De même ne gardez point pour vous seul ce qui vous a été confié ; autrement vous nuiriez, à tous, à vous surtout. Cette observation ne s’applique pas seulement aux membres. Un ouvrier en fer, par exemple, en refusant de travailler pour les autres, se ruine lui-même et rend les autres arts impossibles. Semblablement, si un cordonnier, un laboureur, un boulanger, tout homme exerçant un métier nécessaire, refuse d’en faire jouir les autres, il les perd et se perd lui-même. Et que parlé-je des riches ? Les pauvres eux-mêmes, s’ils imitaient la méchanceté des riches et des avares, vous uniraient considérablement, vous appauvriraient, vous détruiraient même bientôt, s’ils refusaient de se prêter quand vous avez besoin d’eux : comme si, par exemple, un laboureur refusait le travail de ses mains, un pilote la faculté de commercer, sur mer, un soldat son habileté dans les combats. N’y eût-il pas d’autre raison, rougissez et imitez leur bienveillance. Vous ne faites part de vos richesses à personne ? Alors ne recevez rien de personne, et tout sera renversé de fond en comble. Car donner et recevoir est partout la source de beaucoup d’avantages, en agriculture, dans l’instruction, dans les arts. Quiconque garde son art pour lui seul, se perd et met le monde sens dessus dessous. En enfouissant la semence chez toi, le laboureur causera une affreuse disette ; ainsi le riche en enfouissant son argent, se nuit plus qu’aux pauvres, puisqu’il appelle sur sa tête la flamme terrible de l’enfer.

De même que les martres communiquent leurs connaissances à tous leurs élèves, quel qu’en soit le nombre ; ainsi faites-vous beaucoup d’obligés par vos bienfaits. Que tous disent : Il a délivré celui-ci de ta pauvreté, celui-là du péril ; un tel eût péri, si, avec la grâce de Dieu, vous ne l’aviez sauvé par votre patronage ; vous avez arraché celui-ci à la maladie, cet autre à la calomnie ; l’un était étranger, vous l’avez accueilli ; l’autre était nu, vous l’avez revêtu. De telles paroles valent mieux qu’une immense richesse et que de nombreux trésors ; elles attirent plutôt l’attention du public que des vêtements d’or, des chevaux et des esclaves.
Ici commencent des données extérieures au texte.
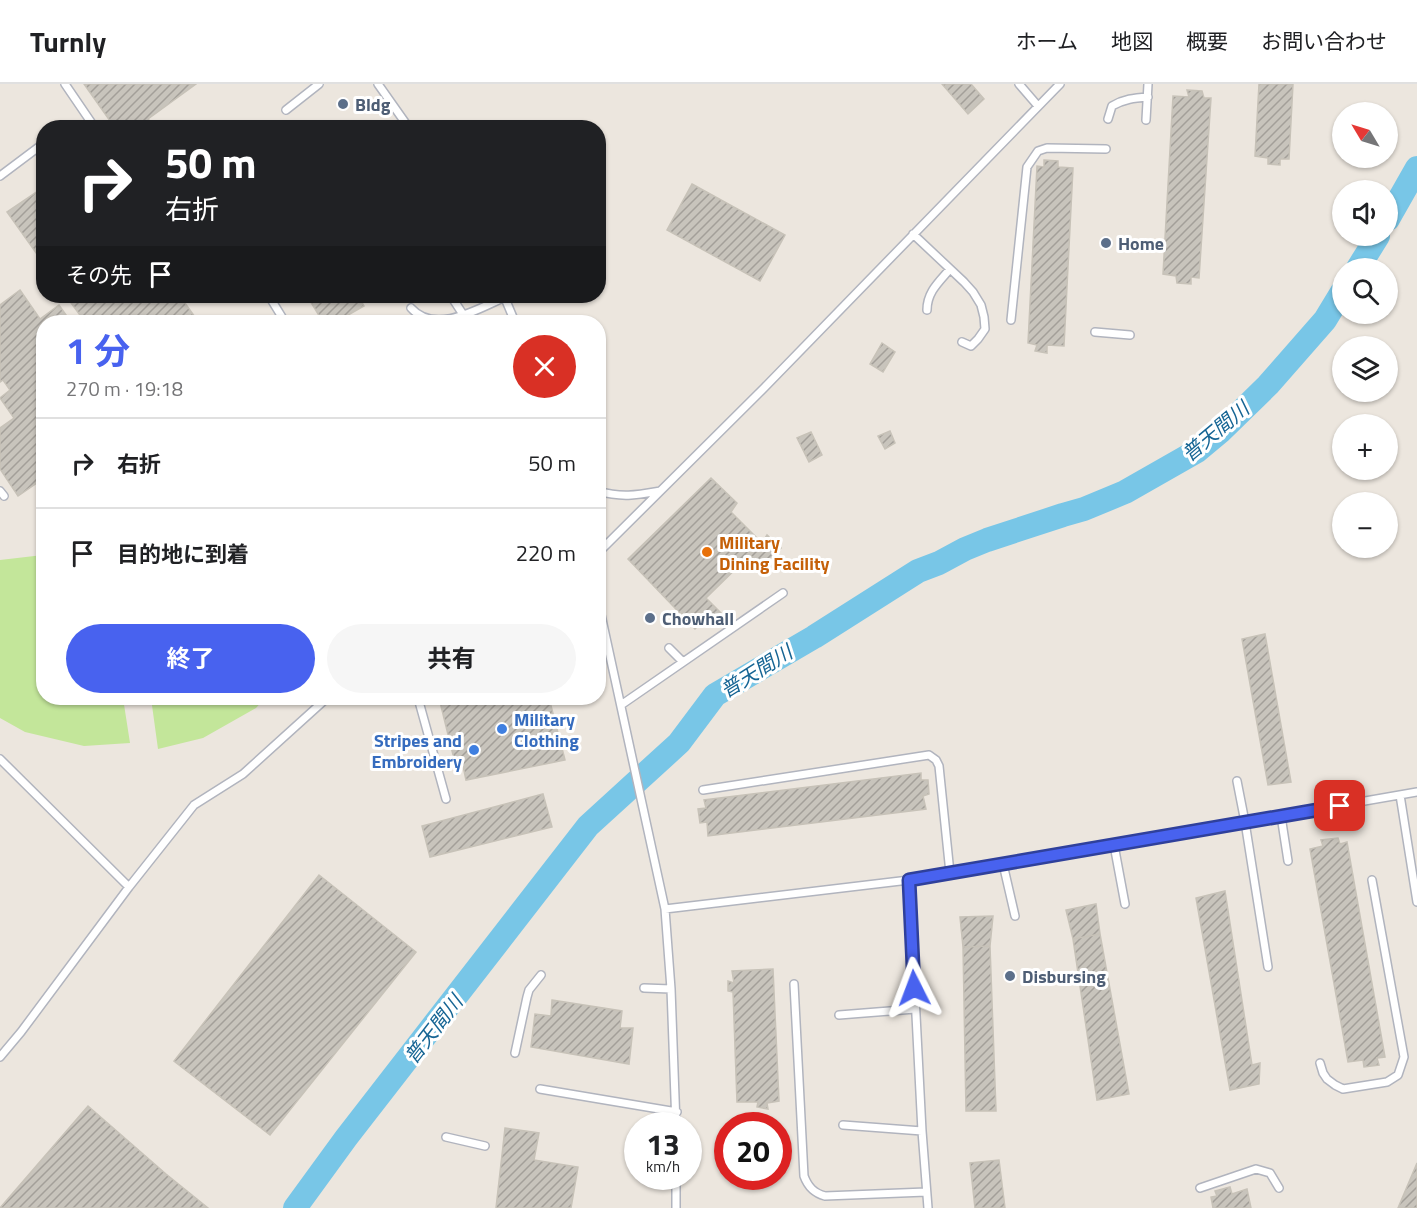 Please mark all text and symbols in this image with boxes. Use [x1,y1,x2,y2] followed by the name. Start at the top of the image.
[30,20,106,63] text: Turnly
[1016,25,1078,57] text: ホーム
[1111,25,1153,57] text: 地図
[1186,25,1228,57] text: 概要
[1261,25,1387,57] text: お問い合わせ
[355,91,391,118] place label: Bldg
[336,97,350,111] marker: Bldg
[1332,102,1398,168] north arrow
[1332,102,1398,558] map controls
[165,130,257,194] text: 50 m
[66,144,144,222] icon: right
[1332,180,1398,246] button: sound
[165,188,219,229] text: 右折
[1118,230,1164,257] place label: Home
[1099,236,1113,250] marker: Home
[66,258,132,292] text: その先
[144,258,177,291] icon: arrive
[1332,258,1398,324] button: search
[66,323,130,378] text: 1 分
[513,335,576,398] button: close
[1332,336,1398,402] button: layers
[66,373,183,404] text: 270 m · 19:18
[1174,392,1257,469] water label: 普天間川
[1332,414,1398,480] button: +
[528,446,576,480] text: 50 m
[66,447,99,480] icon: right
[117,447,161,481] text: 右折
[1332,492,1398,558] button: −
[719,529,829,577] place label: Military Dining Facility
[516,536,576,570] text: 220 m
[66,537,99,570] icon: arrive
[117,537,249,571] text: 目的地に到着
[700,545,714,559] marker: Military Dining Facility
[662,605,734,632] place label: Chowhall
[643,611,657,625] marker: Chowhall
[66,624,315,693] button: 終了
[327,624,576,693] button: 共有
[714,636,800,705] water label: 普天間川
[514,706,579,754] place label: Military Clothing
[495,722,509,736] marker: Military Clothing
[371,727,462,775] place label: Stripes and Embroidery
[467,743,481,757] marker: Stripes and Embroidery
[1314,780,1365,831] pin
[1323,789,1356,822] icon: arrive
[882,956,946,1020] position arrow
[1022,963,1106,990] place label: Disbursing
[1003,969,1017,983] marker: Disbursing
[396,986,471,1070] water label: 普天間川
[714,1112,792,1190] speed limit sign: 20
[646,1121,680,1167] text: 13
[646,1155,680,1178] text: km/h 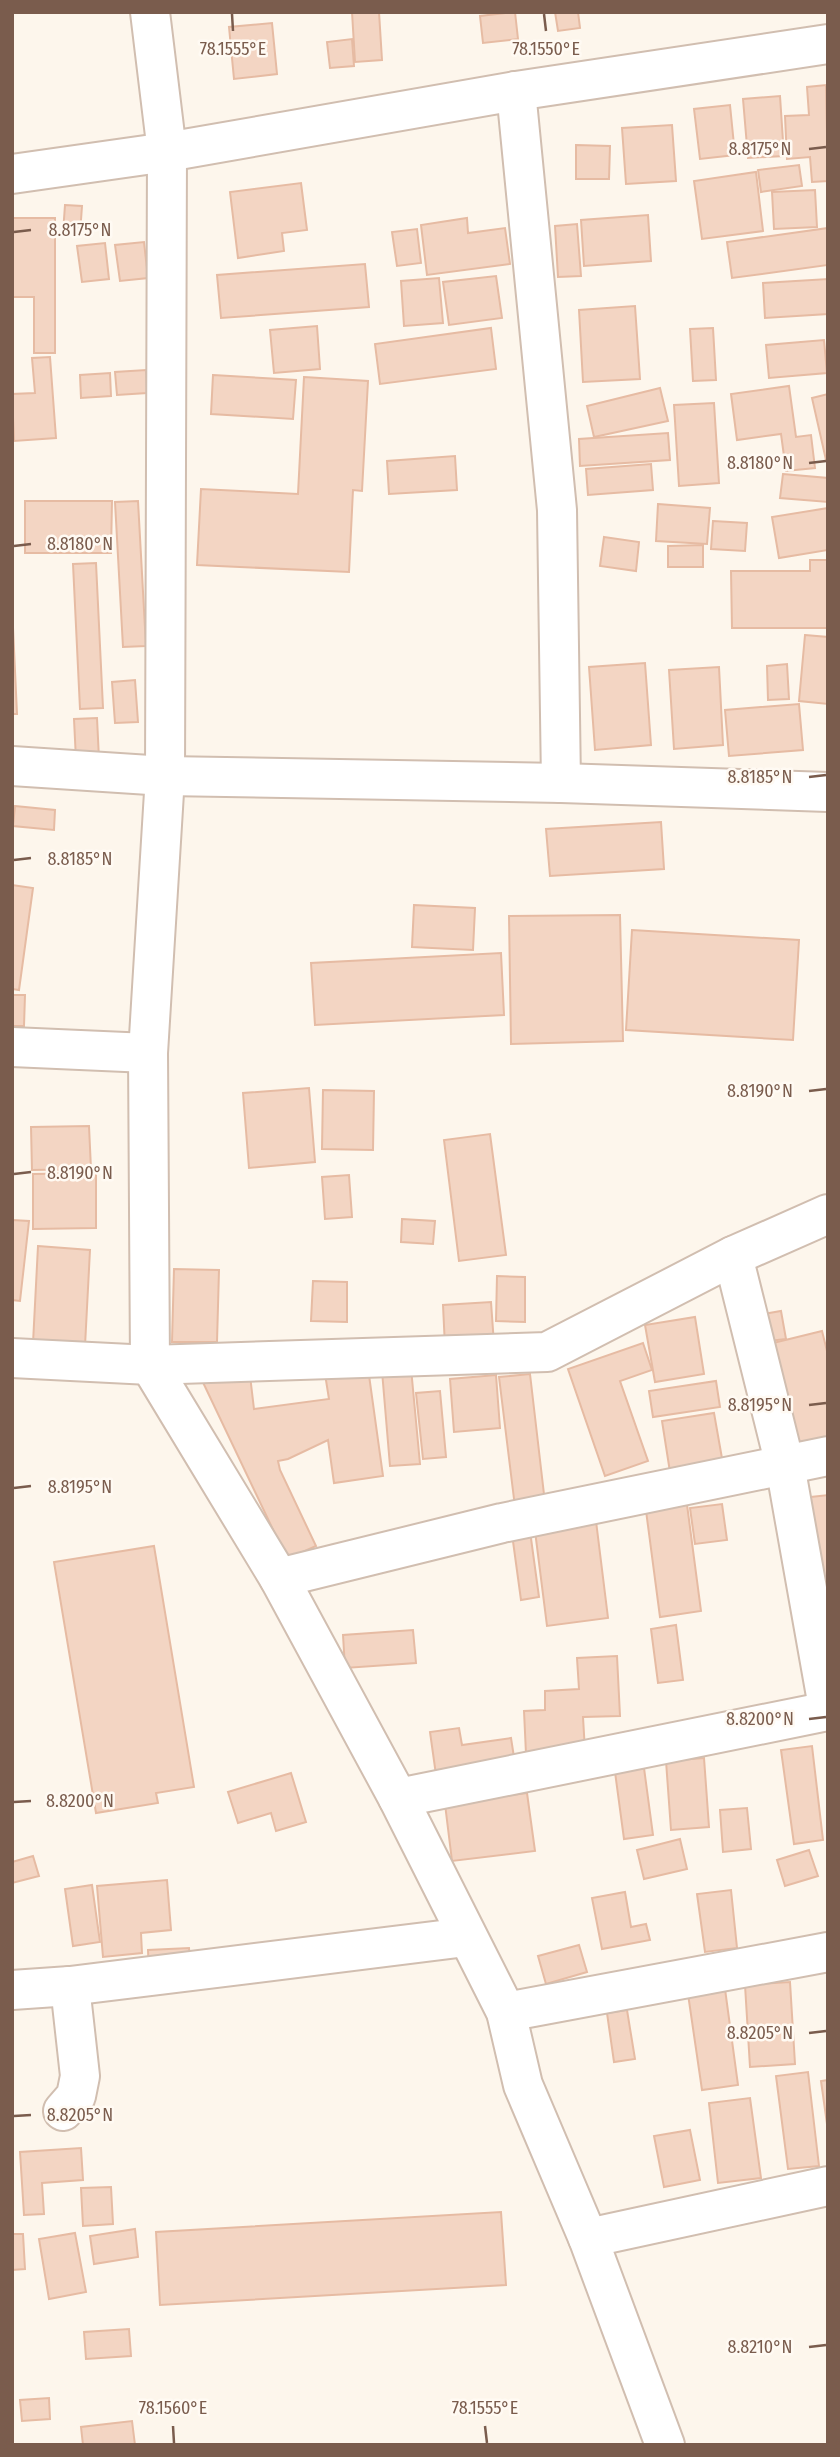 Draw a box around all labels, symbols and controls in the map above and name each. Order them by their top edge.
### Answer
text: 78.1555°E [200,38,266,60]
text: 78.1550°E [512,38,580,60]
text: 8.8175°N [729,138,791,160]
text: 8.8175°N [49,219,111,241]
text: 8.8180°N [727,452,793,474]
text: 8.8180°N [47,533,113,555]
text: 8.8185°N [728,766,792,788]
text: 8.8185°N [48,848,112,870]
text: 8.8190°N [727,1080,793,1102]
text: 8.8190°N [47,1162,113,1184]
text: 8.8195°N [728,1394,792,1416]
text: 8.8195°N [48,1476,112,1498]
text: 8.8200°N [726,1708,794,1730]
text: 8.8200°N [46,1790,114,1812]
text: 8.8205°N [727,2022,793,2044]
text: 8.8205°N [47,2104,113,2126]
text: 8.8210°N [728,2336,793,2358]
text: 78.1560°E [139,2397,207,2419]
text: 78.1555°E [452,2397,518,2419]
Par ceci on paraît ennuyeux, à charge, on est haï, comme l’ennemi de tous ; par cela, on est proclamé le père et le bienfaiteur universel, et, ce qui est bien au-dessus de tout le reste, on est accompagné dans toutes ses actions par la bienveillance de Dieu. Que l’un dise donc : Il a marié et doté ma fille ; l’autre : Il a fait prendre placé à mon fils parmi les hommes ; celui-ci : Il m’a tiré du malheur ; celui-là : Il m’a sauvé du péril. Ces paroles sont préférables à des couronnes d’or ; ce sont des milliers de hérauts qui proclament dans la ville les fruits de votre charité ; voix bien plus agréables, bien plus douces que celles des hérauts qui précèdent les magistrats, elles vous appellent sauveur, bienfaiteur, protecteur (les noms de Dieu même), et non avare, orgueilleux, insatiable, mesquin. Je vous en prie, n’ambitionnez pas de telles dénominations, mais celles qui leur sont contraires. Et si ces éloges, proférés sur la terre, rendent déjà si illustre et si glorieux, pensez de quel éclat, de quelle gloire vous jouirez quand ils auront été écrits dans le ciel, et que Dieu les proclamera au jour à venir. Puissions-nous obtenir tous ce bonheur, par la grâce et la bonté de Notre-Seigneur Jésus-Christ, en qui appartiennent, au Père, en union avec le Saint-Esprit, la gloire, la force, l’honneur, maintenant et toujours, et dans les siècles des siècles. Ainsi soit-il.